(Stored data entries)

------------------------------

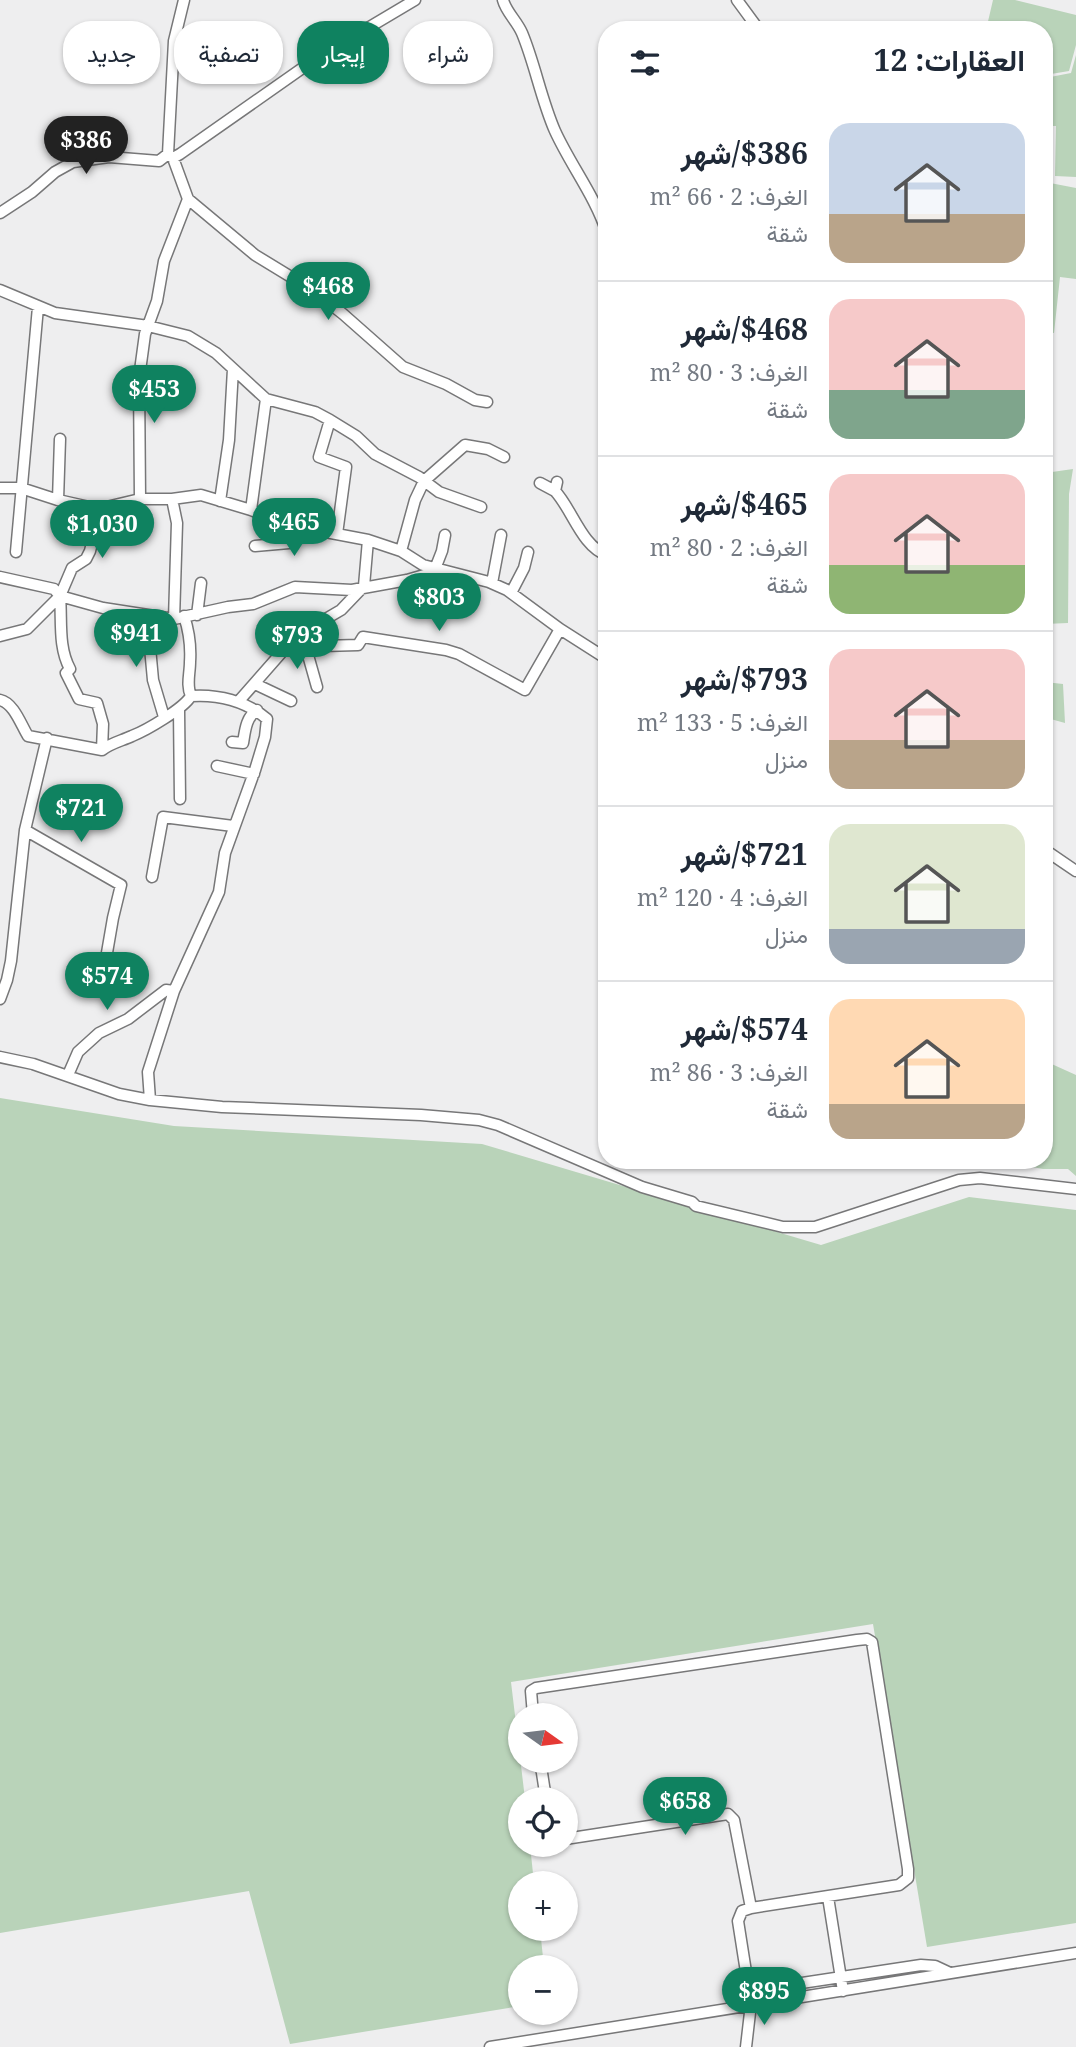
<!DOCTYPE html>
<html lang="ar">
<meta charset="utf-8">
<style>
:root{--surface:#fff;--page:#f2f2f3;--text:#1f2937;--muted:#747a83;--line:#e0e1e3;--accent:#0f8260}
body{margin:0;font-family:"Noto Serif",Vazirmatn,serif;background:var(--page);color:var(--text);direction:rtl;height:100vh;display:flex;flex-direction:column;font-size:26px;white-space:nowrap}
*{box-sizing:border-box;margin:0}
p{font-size:23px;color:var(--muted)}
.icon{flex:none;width:38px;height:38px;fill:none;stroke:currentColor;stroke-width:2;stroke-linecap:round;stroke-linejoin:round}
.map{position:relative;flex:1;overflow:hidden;direction:ltr}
.details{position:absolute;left:598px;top:21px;width:455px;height:1148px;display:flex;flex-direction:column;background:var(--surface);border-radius:28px;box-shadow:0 2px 5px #0004;direction:rtl}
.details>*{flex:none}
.top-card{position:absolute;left:21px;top:21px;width:472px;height:63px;direction:rtl;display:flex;gap:14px}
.needle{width:46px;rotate:104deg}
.controls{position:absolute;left:508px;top:1703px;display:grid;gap:14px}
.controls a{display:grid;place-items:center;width:70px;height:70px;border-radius:50%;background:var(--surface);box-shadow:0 2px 5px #0004;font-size:35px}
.price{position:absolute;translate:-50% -60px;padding:0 16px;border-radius:24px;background:var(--accent);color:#fff;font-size:23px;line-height:46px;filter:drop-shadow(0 2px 4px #0008)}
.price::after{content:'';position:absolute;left:50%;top:42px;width:21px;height:16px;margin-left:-10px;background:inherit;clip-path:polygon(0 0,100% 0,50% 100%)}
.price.active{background:#222;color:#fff}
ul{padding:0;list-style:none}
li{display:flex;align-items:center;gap:21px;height:175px;padding:0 28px}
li+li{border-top:2px solid var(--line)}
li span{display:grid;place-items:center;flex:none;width:196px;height:140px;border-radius:21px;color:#555}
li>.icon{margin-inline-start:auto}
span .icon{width:84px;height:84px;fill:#fffc;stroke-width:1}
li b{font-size:30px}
h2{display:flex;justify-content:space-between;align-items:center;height:84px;padding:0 28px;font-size:30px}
.pill{padding:0 24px;border-radius:28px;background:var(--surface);box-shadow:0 2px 5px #0004;font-size:24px;line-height:63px}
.pill.active{background:var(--accent);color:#fff}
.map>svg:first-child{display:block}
</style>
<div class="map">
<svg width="1076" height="2047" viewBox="0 0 1076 2047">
<rect width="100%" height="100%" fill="#eeeeef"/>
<!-- green -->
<path fill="#b9d3b9" d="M993,0H1015L1076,15V45L1069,71L1045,75V30H986Z
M1076,55V177L1055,176L1056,126H1045V78L1071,73Z
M1045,182L1076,188V279L1060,277L1054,333L1045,332Z
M1073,469L1069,494L1068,623L1045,624V473Z
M1045,682L1063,684L1065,723L1047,718Z
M1045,1061L1076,1075V1176L1068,1169H1043L1000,1161L1045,1160Z
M0,1098L174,1126L482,1144L821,1245L969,1197L1076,1210V1923L927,1947L873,1624L511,1682L525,1799H520V1844L530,1845L534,1883H520V1928L540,1929L544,1967H520V2006L290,2044L249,1891L0,1933Z"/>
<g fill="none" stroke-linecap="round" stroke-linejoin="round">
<defs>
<path id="minor" d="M503,0C506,12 517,21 522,33C535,64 541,99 555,131C571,166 595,196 607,233
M737,0L759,30
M168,154L173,158L180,154L314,60L415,0
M168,154L174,41L184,0
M173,158L188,199L164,261L157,301L145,334L139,378L140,499H172L201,495L251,510L289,525L368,540L401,551L423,565L489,582L507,590L560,629L607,659
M188,199L255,255L314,291L343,314L403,367L446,384L475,400L487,402
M0,213L32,192L55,172L73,162L109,157L159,161L168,154
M0,290L55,313L148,326L188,336L216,353L266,399
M330,420L319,457L346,467L337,534
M557,482L555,491C572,509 582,547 607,555
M540,483L555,491
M0,488H21L58,500L98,509L140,499
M172,499L177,523L174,619
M58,500L60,439
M220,501L229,440L233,369
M251,510L266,399L315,412L330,420L356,436L375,454L419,477L439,492L481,507
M255,546L289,543V525
M401,551L415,500L424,481L465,445L488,449L504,457
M16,552L38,307
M435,569L442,551L445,535
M0,577L54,589L60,596L103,608L174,619L228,607L253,604L295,587L352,590L407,580L438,571
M492,583L501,535
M511,593L524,568L528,552
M60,596C62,621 58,647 70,669L66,673L79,699L97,703L103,724L102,750
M147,615L153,680L164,717
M197,615L201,583
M184,616C189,631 191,647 190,662C190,674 186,685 191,696
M0,636L27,629L60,596L72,568L86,559L90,551L97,522L98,509
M295,644L314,650L322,646L358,645L363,637L446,650L459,654L525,690L560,629
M306,648L317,687
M255,684L291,701
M0,700C14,703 21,725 28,736L102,750C111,743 121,741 132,736C147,730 183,709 191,696C218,694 246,701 267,719L265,737L255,770L225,853L219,892L174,991L148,1072L150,1100
M238,702L282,652L295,644L300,634L341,610L364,586L368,540
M179,710L180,799
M232,742L243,743C245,731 246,717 257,710
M217,766L254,774
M25,830L121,885L113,918L104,970
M1045,850L1076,871
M152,877L163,817L233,826
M0,999L7,980L11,961L25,830L47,738
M0,1057L33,1064L119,1094L150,1100L222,1107L421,1115L479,1120L498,1125L642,1187L692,1202L696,1206L783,1227H815L959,1180L980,1178L1076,1189
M68,1075L78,1052L99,1033L128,1019L166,990L174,991
M533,1715L531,1691L536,1688L857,1640L867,1639L872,1642L908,1869V1878L899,1885L751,1908L742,1911L738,1921L749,1991L921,1965L935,1966L950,1973
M540,1760L546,1799
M565,1839L728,1814L734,1820L751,1908
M828,1897L843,1991
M490,2047L1076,1953
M746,2047L751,2004"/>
</defs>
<!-- minor casing -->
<use href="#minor" stroke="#777778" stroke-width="13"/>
<!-- minor -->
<use href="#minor" stroke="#fff" stroke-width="10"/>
</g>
</svg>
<div class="controls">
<a><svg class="needle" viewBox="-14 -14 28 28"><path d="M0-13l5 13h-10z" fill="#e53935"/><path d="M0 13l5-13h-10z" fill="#747a83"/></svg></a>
<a><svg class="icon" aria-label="locate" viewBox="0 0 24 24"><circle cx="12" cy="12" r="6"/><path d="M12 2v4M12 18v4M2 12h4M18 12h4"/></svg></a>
<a>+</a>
<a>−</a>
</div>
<b class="price active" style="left:86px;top:176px">$386</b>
<b class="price" style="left:328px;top:322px">$468</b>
<b class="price" style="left:154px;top:425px">$453</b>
<b class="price" style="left:294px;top:558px">$465</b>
<b class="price" style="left:102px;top:560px">$1,030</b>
<b class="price" style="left:439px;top:633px">$803</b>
<b class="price" style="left:136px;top:669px">$941</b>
<b class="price" style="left:297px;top:671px">$793</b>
<b class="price" style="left:81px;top:844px">$721</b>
<b class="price" style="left:107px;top:1012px">$574</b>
<b class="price" style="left:685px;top:1837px">$658</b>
<b class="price" style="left:764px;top:2027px">$895</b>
<div class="top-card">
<a class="pill">شراء</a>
<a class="pill active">إيجار</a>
<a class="pill">تصفية</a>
<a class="pill">جديد</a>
</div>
<section class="details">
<h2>العقارات: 12<svg class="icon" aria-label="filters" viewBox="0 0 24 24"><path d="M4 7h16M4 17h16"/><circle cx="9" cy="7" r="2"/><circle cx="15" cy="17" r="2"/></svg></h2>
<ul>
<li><span style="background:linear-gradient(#c9d6e8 65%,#b9a48a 0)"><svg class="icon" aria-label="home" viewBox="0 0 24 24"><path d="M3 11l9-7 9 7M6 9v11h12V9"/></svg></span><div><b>$386/شهر</b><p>الغرف: 2 · 66 m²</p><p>شقة</p></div></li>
<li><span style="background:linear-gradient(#f6c9c9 65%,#7fa58c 0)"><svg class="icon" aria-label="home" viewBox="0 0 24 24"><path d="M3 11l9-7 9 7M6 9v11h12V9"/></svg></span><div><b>$468/شهر</b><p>الغرف: 3 · 80 m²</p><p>شقة</p></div></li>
<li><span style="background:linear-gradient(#f6c9c9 65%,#8fb573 0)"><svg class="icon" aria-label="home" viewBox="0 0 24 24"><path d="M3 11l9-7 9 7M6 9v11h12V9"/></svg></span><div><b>$465/شهر</b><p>الغرف: 2 · 80 m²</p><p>شقة</p></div></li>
<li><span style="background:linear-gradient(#f6c9c9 65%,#b9a48a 0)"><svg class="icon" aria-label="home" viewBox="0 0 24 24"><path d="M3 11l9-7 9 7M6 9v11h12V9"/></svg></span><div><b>$793/شهر</b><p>الغرف: 5 · 133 m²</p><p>منزل</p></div></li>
<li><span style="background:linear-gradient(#dfe7d0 75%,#9aa5b1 0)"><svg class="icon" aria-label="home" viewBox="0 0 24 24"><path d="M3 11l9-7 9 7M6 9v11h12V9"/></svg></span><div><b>$721/شهر</b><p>الغرف: 4 · 120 m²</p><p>منزل</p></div></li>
<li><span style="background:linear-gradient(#ffd9b3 75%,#b9a48a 0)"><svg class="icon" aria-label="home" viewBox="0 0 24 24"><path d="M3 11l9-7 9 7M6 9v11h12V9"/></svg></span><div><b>$574/شهر</b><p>الغرف: 3 · 86 m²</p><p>شقة</p></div></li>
</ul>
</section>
</div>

------------------------------

- _What you need to do_
Search the entries for the word "linecap". Copy each line where it appears.

- _Reply to the exercise_
.icon{flex:none;width:38px;height:38px;fill:none;stroke:currentColor;stroke-width:2;stroke-linecap:round;stroke-linejoin:round}
<g fill="none" stroke-linecap="round" stroke-linejoin="round">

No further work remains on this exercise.